Nos próximos dias, quero contar aqui, ao lado da Carol, sobre West End, o verdadeiro pico aqui de Brisbane (uma Lagoa da Conceição, uma Vila Madalena, uma Lapa queenslander), sobre arte, música, cervejas e cafés, sobre os perrengues e prazeres dessa vida de trabalhador estrangeiro, sobre amigos malucos e transitórios, etc, etc, etcetera.
Mas não hoje. Não agora. Agora espero Carol voltar do novo trabalho em um restaurante aqui do lado de casa, o mesmo onde trabalhei mês passado, e quero ficar com ela. Não nos vimos o dia inteiro, trabalhando em horários diferentes. Então, os presenteio com o verdadeiro "conto bizarro" que Carol testemunhou e me contou enquanto eu registrava a história no word, depois de vinhos e cervejas no The Shire, a melhor noite de segunda-feira que já vi na vida. Assunto para outro post, aquele sobre West End. Fiquem agora com:
Os corvos íntimos
Uma sacola de mercado em cada mão. Leite, ovos, ameixas secas, pão, broto de alfafa, morango, café com irish cream e gergelim. Resolvi, ao contrário do costume, entrar em casa pelos fundos. Passava pela lavanderia pra ver se a roupa que havia colocado na máquina estava pronta para estender no varal quando ouvi música vinda da janela do vizinho ex-punk atual consumidor de metadona subsidiada pelo governo australiano e jardineiro não-oficial do nosso condomínio, o amigável Terry.Olhei para cima instintivamente, buscando aquele som, e aí passei a presenciar a maior bizarrice aviária da minha vida. A galera aqui não tem o costume de grampear a roupa no varal.
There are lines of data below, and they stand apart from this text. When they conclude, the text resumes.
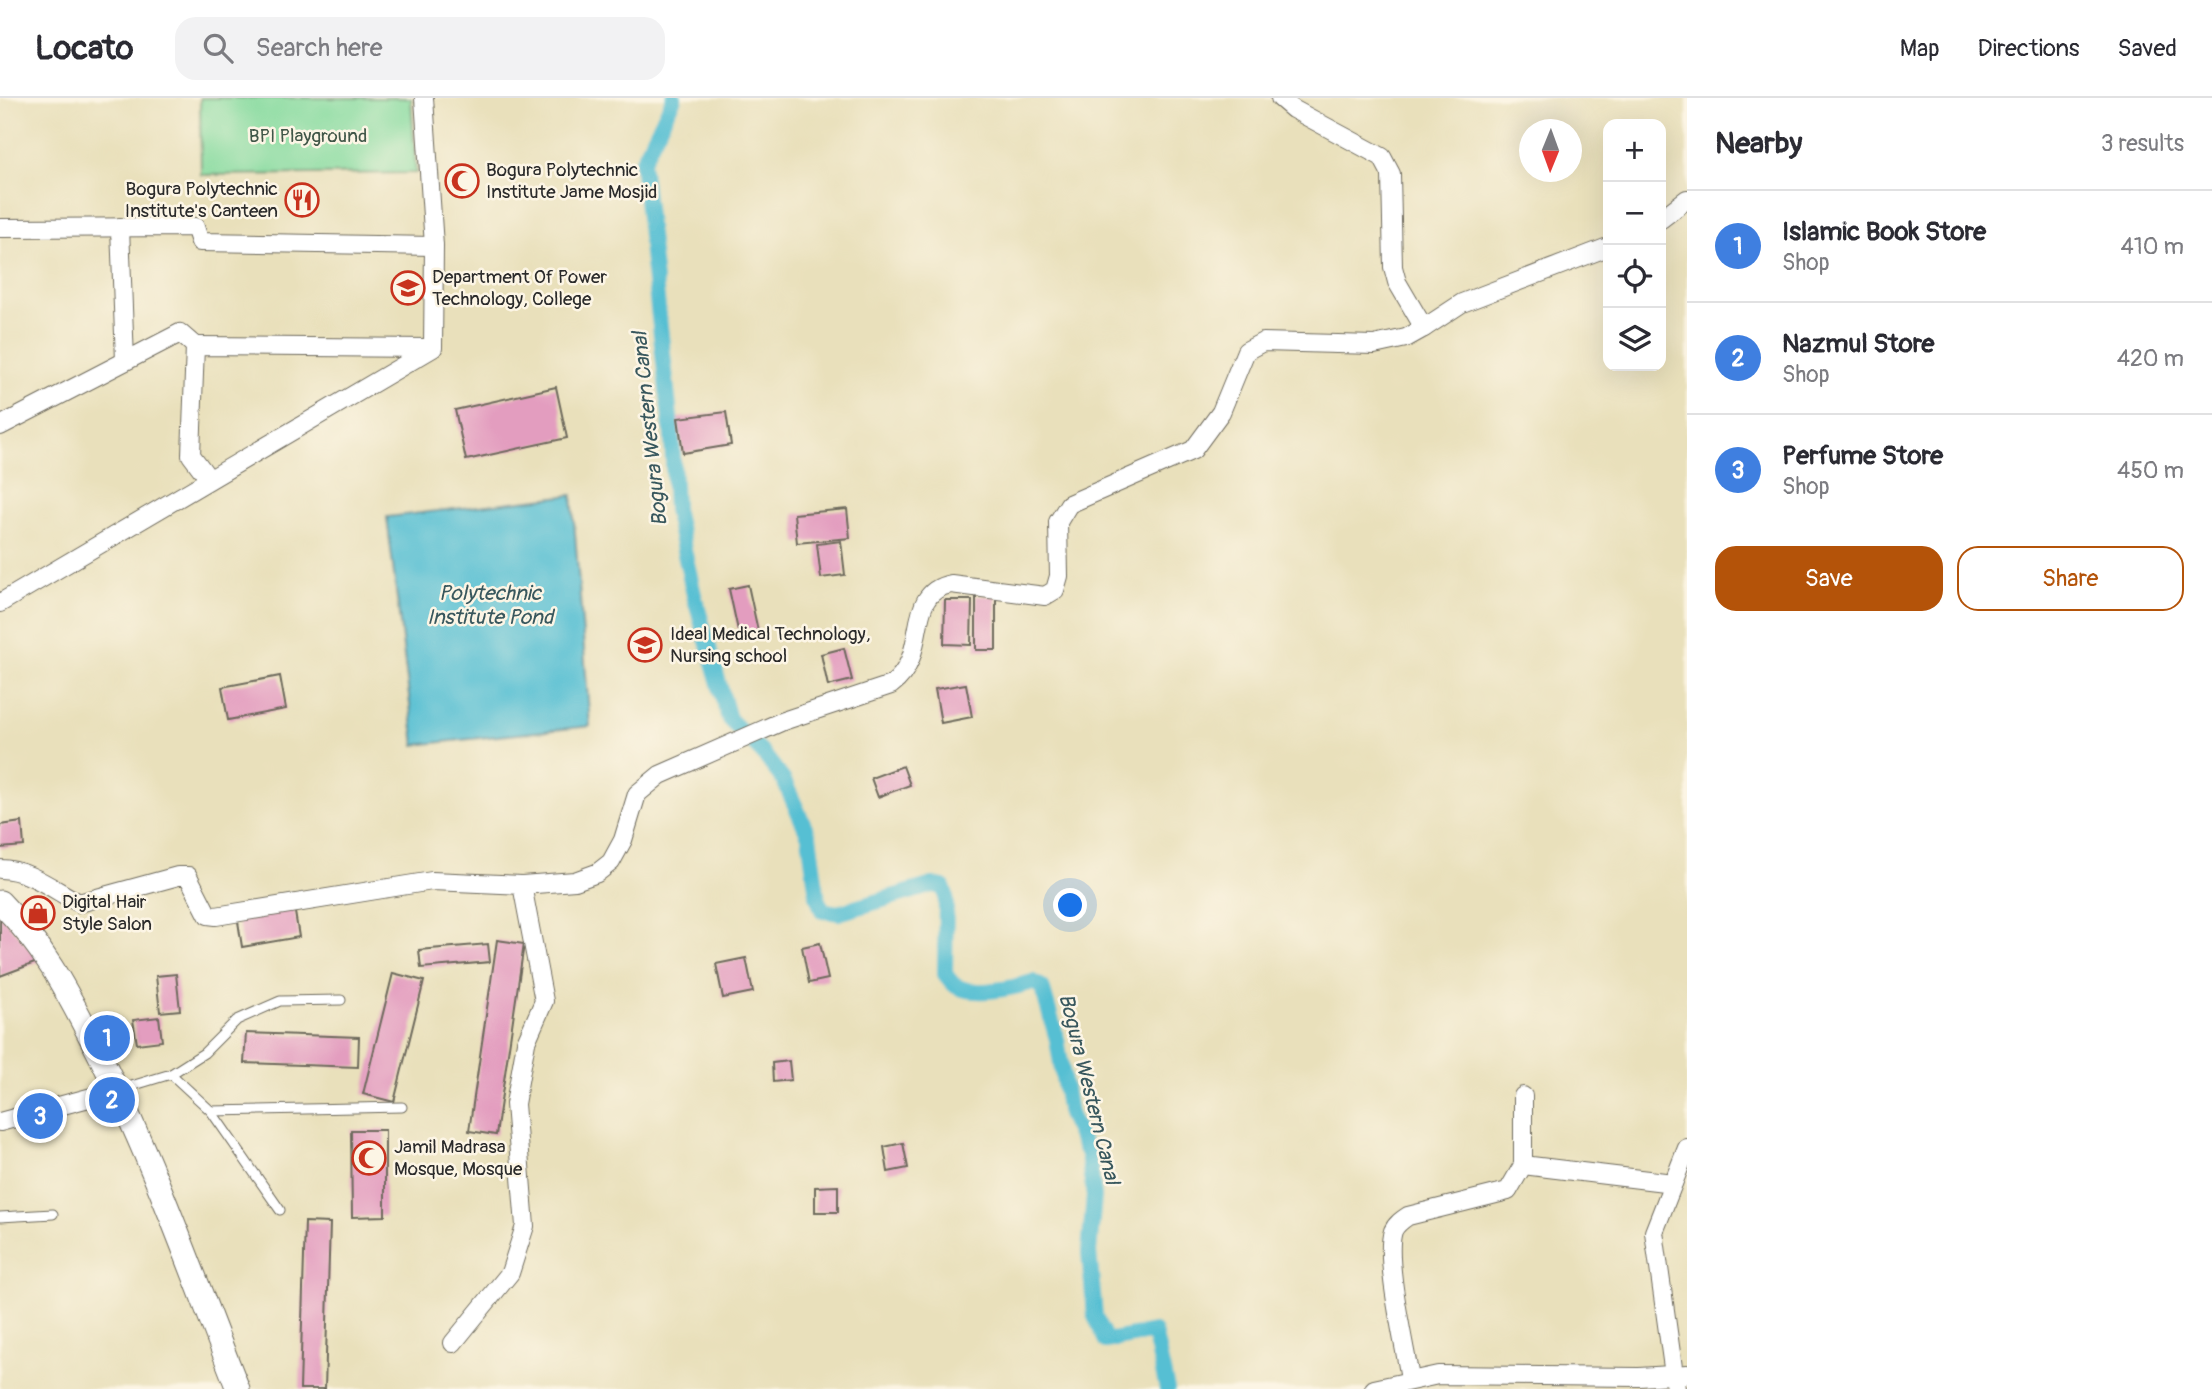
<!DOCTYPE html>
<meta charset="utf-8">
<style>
body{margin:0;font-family:Pangolin,sans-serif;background:#f2f2f3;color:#2b2b33}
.controls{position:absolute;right:21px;top:21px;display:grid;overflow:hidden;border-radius:14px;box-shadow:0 7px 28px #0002}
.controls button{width:63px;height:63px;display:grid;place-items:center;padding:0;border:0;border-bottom:2px solid #e1e1e2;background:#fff;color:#2b2b33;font:35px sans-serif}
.compass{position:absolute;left:1519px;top:21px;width:63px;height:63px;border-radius:50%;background:#fff;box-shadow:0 7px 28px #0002;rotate:181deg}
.you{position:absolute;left:1071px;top:808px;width:24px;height:24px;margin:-18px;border:5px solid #fff;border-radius:50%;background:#1a73e8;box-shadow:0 0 0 10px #1a73e833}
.badge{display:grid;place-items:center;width:46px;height:46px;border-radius:50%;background:#b45309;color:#fff;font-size:23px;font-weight:700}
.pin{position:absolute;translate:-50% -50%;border:4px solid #fff;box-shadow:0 2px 7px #0006}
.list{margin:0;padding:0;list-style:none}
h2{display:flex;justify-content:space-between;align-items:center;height:91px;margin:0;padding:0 28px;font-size:30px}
h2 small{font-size:23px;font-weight:400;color:#7c7c81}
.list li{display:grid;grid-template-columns:46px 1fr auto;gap:21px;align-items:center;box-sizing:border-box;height:112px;padding:0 28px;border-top:2px solid #e1e1e2}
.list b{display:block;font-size:26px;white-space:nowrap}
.list p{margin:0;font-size:23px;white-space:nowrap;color:#7c7c81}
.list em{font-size:23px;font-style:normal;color:#7c7c81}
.actions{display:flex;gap:14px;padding:21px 28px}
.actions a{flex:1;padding:16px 0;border:2px solid #b45309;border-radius:21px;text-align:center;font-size:24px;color:#b45309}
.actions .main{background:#b45309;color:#fff}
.icon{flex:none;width:38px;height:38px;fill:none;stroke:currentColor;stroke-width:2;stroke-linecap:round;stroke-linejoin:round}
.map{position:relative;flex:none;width:1687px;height:1291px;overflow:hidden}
header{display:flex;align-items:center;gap:42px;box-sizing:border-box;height:98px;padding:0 35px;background:#fff;border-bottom:2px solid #e1e1e2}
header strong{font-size:33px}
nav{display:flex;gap:38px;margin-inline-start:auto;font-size:24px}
.search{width:490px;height:63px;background:#f2f2f3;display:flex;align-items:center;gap:18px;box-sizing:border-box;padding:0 24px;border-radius:21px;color:#7c7c81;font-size:26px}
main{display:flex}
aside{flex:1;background:#fff}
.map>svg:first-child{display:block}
.green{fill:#84da9e;stroke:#588264;stroke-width:2}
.water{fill:#56bfd3;stroke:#40757f;stroke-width:2}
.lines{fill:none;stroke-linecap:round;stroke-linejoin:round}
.canal{stroke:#56bfd3;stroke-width:16}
.building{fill:#e39dbf}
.service-casing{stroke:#6e6a5d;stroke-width:11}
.minor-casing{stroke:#6e6a5d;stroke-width:20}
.tertiary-casing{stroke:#6e6a5d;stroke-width:25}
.service{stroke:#fff;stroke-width:9}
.minor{stroke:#fff;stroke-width:18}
.tertiary{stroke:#fff;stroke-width:23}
.labels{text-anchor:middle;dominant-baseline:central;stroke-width:5;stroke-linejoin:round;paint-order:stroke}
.park-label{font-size:19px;fill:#415748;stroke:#fcf5e5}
.poi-label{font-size:19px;fill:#2b2b2b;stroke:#fcf5e5;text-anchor:start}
.water-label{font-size:21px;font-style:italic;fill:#38575d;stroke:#fcf5e5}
</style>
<header>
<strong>Locato</strong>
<div class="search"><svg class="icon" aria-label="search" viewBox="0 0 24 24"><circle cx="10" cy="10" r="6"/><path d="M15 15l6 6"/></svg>Search here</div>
<nav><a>Map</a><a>Directions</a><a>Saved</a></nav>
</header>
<main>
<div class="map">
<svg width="1687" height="1291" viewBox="0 0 1687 1291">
<rect width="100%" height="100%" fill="#fcf5e5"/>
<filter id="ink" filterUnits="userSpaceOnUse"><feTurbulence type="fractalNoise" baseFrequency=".0143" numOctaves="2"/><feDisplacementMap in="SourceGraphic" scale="14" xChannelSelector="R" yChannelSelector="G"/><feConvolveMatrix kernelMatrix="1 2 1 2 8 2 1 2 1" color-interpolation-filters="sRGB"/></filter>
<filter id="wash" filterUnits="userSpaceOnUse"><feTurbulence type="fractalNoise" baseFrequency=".00686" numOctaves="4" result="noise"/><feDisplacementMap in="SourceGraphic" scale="28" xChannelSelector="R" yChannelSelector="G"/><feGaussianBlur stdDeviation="1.57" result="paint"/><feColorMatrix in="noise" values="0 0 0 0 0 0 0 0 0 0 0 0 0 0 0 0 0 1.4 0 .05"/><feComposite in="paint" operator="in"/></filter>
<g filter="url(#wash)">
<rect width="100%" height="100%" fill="#e9e0bb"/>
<polygon class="green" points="200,0 411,0 416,75 201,77"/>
<polygon class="water" points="572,397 590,628 415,647 387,419"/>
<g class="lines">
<path class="canal" d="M674 0 642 64 672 338 675 411 694 497 729 621 762 654 784 683 809 738 817 797 822 812 838 815 933 787 943 789 946 797 945 876C948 879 952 886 956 888 976 899 1012 890 1033 884L1042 889 1057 941 1069 1016 1088 1056 1094 1098 1089 1154 1095 1218 1106 1243 1154 1234 1167 1291"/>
</g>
<g id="blocks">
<g class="building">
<polygon points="556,289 567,340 466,362 455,312"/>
<polygon points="726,314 731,347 683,355 678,320"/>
<polygon points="847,411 850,440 797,445 794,416"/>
<polygon points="841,443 845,477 821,480 817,446"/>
<polygon points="748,487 758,533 739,537 729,491"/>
<rect x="976" y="498" width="20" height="54"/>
<polygon points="945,502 972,502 971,547 944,546"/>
<polygon points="844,550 852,582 828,588 821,556"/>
<polygon points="280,578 286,611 228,622 222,589"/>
<polygon points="966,586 972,619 941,625 935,591"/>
<polygon points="903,668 910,687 878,699 871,680"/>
<polygon points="22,724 24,748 0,750 0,727"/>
<polygon points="294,808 299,839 242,849 237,817"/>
<polygon points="0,816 40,863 0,878"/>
<polygon points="497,842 524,846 496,1037 469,1033"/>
<polygon points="820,845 828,881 809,885 802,849"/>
<polygon points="488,846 490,864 421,870 419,852"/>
<polygon points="746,860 753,894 723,900 716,866"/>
<polygon points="393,875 424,883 394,1004 363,996"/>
<polygon points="176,876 180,912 160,914 156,878"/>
<polygon points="159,919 162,943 137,946 133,922"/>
<polygon points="246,935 359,939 358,969 244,965"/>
<polygon points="789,963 791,982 773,984 772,965"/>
<polygon points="351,1032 385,1032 385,1118 352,1119"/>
<polygon points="903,1045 908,1070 888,1074 884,1049"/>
<polygon points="838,1088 838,1114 815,1114 815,1089"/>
<polygon points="305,1124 330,1125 325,1291 300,1291"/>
</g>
</g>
</g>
<g filter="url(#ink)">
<use href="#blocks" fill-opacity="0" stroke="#6e6a5d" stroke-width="2"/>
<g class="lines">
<defs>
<g id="service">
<polyline points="171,976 211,1013 280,1112"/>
<polyline points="118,992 171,976 204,955 237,922 280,903 341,902"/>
<polyline points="211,1013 402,1009"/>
<polyline points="0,1119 53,1116"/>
</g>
<g id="minor">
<polyline points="1661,121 1687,101"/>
<polyline points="120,129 125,263"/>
<polyline points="0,130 195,129 200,144 434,148"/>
<polyline points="1424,230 1462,205 1608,149"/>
<polyline points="0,328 180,235 195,248"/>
<polyline points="209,381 191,357 195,248 431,250"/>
<polyline points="0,505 433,250 434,148 424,0"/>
<path d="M0 771C28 771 54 792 79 805L178 778H188L208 817 216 818 432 783 522 787 575 783 597 775 611 764 623 742 637 696 660 677 783 623 891 587C932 557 902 495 951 486L1045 498 1055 492 1059 478 1058 424 1069 406 1193 352 1221 314 1246 253 1263 244 1374 247 1406 240 1424 230 1397 184 1393 169 1391 76 1382 59 1293 11 1280 0"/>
<polyline points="0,1024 118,992"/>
<polyline points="1523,1067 1673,1085"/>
<polyline points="453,1245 510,1175 525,1128 515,1006 526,944 544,903 522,787"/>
<path d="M1410 1281C1405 1248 1384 1161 1393 1133 1396 1126 1402 1122 1408 1118L1508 1093 1523 1067V998"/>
<polyline points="1374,1291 1438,1277 1639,1279 1687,1276"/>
<polyline points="1676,1291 1654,1134 1687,1050"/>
</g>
<path id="tertiary" d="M0 804C45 850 65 890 94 946 151 1056 192 1175 238 1291"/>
</defs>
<use href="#service" class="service-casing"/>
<use href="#minor" class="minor-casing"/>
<use href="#tertiary" class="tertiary-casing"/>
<use href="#service" class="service"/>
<use href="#minor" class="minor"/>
<use href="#tertiary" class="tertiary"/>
</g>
</g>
<defs>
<symbol id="mosque-ring" viewBox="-11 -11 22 22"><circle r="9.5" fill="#fcf5e5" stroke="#c8321e" stroke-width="1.5"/><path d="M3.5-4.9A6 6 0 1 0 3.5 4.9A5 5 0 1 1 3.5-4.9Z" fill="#c8321e"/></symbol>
<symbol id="restaurant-ring" viewBox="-11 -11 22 22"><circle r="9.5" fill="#fcf5e5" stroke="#c8321e" stroke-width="1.5"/><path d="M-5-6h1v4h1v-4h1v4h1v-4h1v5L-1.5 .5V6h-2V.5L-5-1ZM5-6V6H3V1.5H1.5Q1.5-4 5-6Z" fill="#c8321e"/></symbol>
<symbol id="university-ring" viewBox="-11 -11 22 22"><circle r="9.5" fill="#fcf5e5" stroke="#c8321e" stroke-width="1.5"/><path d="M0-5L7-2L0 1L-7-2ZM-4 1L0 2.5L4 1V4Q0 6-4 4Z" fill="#c8321e"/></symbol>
<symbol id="school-ring" viewBox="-11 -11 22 22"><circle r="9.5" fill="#fcf5e5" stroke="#c8321e" stroke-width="1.5"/><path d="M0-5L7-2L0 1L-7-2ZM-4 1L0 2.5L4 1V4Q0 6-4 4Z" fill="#c8321e"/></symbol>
<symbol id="shop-ring" viewBox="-11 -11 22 22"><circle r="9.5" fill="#fcf5e5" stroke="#c8321e" stroke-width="1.5"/><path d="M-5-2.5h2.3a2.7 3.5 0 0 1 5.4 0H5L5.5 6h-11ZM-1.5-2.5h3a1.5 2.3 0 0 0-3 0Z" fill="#c8321e"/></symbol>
</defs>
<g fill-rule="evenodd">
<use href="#mosque-ring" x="443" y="64" width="38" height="38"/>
<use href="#restaurant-ring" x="283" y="83" width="38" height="38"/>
<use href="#university-ring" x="389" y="171" width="38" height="38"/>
<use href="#school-ring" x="626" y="528" width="38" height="38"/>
<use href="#shop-ring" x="19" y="796" width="38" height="38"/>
<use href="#mosque-ring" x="350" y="1041" width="38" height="38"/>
</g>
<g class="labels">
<g class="park-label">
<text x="308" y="38">BPI Playground</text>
</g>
<g class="poi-label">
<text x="486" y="72">Bogura Polytechnic<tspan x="486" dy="22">Institute Jame Mosjid</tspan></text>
<text x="278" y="91" text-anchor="end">Bogura Polytechnic<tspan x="278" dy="22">Institute's Canteen</tspan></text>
<text x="432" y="179">Department Of Power<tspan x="432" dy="22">Technology, College</tspan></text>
<text x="670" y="536">Ideal Medical Technology,<tspan x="670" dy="22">Nursing school</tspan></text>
<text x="62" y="804">Digital Hair<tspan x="62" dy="22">Style Salon</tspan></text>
<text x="394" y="1049">Jamil Madrasa<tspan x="394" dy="22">Mosque, Mosque</tspan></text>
</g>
<g class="water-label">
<text transform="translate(650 331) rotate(-96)">Bogura Western Canal</text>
<text x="490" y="495">Polytechnic<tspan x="490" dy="24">Institute Pond</tspan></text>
<text transform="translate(1089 991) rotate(76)">Bogura Western Canal</text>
</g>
</g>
</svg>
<div class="controls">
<button>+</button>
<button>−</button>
<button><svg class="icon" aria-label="locate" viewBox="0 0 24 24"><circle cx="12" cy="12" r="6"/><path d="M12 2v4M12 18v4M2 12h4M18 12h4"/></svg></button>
<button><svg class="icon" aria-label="layers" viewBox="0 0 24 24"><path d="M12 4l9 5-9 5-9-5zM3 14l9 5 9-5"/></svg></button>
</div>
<svg class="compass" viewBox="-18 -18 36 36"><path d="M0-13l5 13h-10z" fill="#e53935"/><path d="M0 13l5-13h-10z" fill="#7c7c81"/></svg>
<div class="you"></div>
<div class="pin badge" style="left:107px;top:940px;background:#3f7fe0">1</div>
<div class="pin badge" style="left:112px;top:1002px;background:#3f7fe0">2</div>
<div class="pin badge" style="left:40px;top:1018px;background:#3f7fe0">3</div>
</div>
<aside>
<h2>Nearby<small>3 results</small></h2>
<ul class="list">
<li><span class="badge" style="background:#3f7fe0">1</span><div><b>Islamic Book Store</b><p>Shop</p></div><em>410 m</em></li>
<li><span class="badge" style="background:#3f7fe0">2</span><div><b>Nazmul Store</b><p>Shop</p></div><em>420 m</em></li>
<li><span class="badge" style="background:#3f7fe0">3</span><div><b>Perfume Store</b><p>Shop</p></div><em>450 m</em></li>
</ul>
<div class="actions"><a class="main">Save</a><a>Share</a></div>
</aside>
</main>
Na verdade, normalmente esquecem ela ali, por uns dias, sob sol, lua e chuva. Aí caem cuecas, toalhas, etc na grama.
Pois foi quando dois malditos corvos – desculpe, Rudi, mas são os mais infernais pássaros “urbanos” que já tive o prazer de conviver, os malditos Australian Crows – desceram das cordas do varal para o chão, onde cataram, um uma meia preta, o outro uma calcinha cor-de-rosa, para saírem voando, levando ao bico aquelas peças íntimas de alguma australiana desleixada.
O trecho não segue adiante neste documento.